Le remplacement du chauffage au fioul attendra
Plus de 3 millions de Français se chauffent au fioul, peu vertueux sur le plan environnemental. Un grand nombre de familles modestes n’ont pas les moyens de changer pour d’autres sources moins polluantes. Or, un amendement présenté par LR vise à aider tous les foyers qui se chauffent à l’aide de cette énergie, peu importent leurs ressources financières. Le tout grâce à 230 millions d’euros ponctionnés sur… des crédits auparavant alloués aux quartiers populaires.
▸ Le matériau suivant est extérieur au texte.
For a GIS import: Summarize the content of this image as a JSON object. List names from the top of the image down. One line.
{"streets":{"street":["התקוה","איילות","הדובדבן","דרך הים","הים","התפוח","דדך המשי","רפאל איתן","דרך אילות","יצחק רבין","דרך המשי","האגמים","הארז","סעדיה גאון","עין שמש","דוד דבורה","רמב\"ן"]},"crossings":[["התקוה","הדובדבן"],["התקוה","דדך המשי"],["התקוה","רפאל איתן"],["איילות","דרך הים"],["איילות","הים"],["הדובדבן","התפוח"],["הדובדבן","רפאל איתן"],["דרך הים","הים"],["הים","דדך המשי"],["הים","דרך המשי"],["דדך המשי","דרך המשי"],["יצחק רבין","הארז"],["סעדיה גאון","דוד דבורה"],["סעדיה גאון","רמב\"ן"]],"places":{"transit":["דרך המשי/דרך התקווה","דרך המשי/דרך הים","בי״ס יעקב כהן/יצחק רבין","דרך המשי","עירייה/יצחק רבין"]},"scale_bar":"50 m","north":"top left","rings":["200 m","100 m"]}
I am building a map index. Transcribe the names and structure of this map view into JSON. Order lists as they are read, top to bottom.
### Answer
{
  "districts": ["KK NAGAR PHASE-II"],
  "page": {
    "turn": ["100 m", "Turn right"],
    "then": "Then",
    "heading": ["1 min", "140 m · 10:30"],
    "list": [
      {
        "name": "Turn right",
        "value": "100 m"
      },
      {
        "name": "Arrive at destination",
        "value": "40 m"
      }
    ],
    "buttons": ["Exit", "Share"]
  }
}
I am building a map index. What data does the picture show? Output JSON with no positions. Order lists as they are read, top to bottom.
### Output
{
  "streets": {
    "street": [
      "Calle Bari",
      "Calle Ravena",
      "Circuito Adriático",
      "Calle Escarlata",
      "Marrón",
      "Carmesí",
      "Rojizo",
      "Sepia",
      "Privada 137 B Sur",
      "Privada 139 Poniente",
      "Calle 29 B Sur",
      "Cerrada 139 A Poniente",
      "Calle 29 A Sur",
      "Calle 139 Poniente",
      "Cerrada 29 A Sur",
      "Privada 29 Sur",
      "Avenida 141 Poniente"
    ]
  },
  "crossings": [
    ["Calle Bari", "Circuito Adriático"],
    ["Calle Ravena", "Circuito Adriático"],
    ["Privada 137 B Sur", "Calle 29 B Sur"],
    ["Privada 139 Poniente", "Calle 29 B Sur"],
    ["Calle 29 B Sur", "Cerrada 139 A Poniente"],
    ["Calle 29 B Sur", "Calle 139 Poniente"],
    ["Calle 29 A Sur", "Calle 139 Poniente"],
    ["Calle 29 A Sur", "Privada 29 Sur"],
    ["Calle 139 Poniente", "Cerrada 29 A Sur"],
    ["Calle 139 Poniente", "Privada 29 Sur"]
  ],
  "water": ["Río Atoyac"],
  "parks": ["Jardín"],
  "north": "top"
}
Là encore, le timing interroge. Si l’urgence de faire face à une possible crise énergétique l’hiver prochain s’entend, l’Assemblée et le gouvernement auraient pu profiter de la situation pour abandonner tout ou partie de cette production polluante. «En tant qu’écologistes, nous ne sommes pas favorables à la subvention et à l’investissement dans cette énergie. L’urgence absolue, c’est que les gens sont pris à la gorge», rappelle Adrien Quatennens, député Nupes-LFI, qui regrette en revanche que les crédits aient été pris sur ceux de la politique de la ville. La députée Nupes-EELV Sabrina Sebaihi, qui a voté l’amendement, résume l’écueil : «C’est le gouvernement qui nous met dans cette impasse et nous prend en otage, car ces chaudières auraient dû être changées depuis bien longtemps. On aurait dû faire cet accompagnement pour les aider à sortir de cette précarité énergétique.» Ou comment le manque d’anticipation face à la précarité énergétique a créé l’urgence.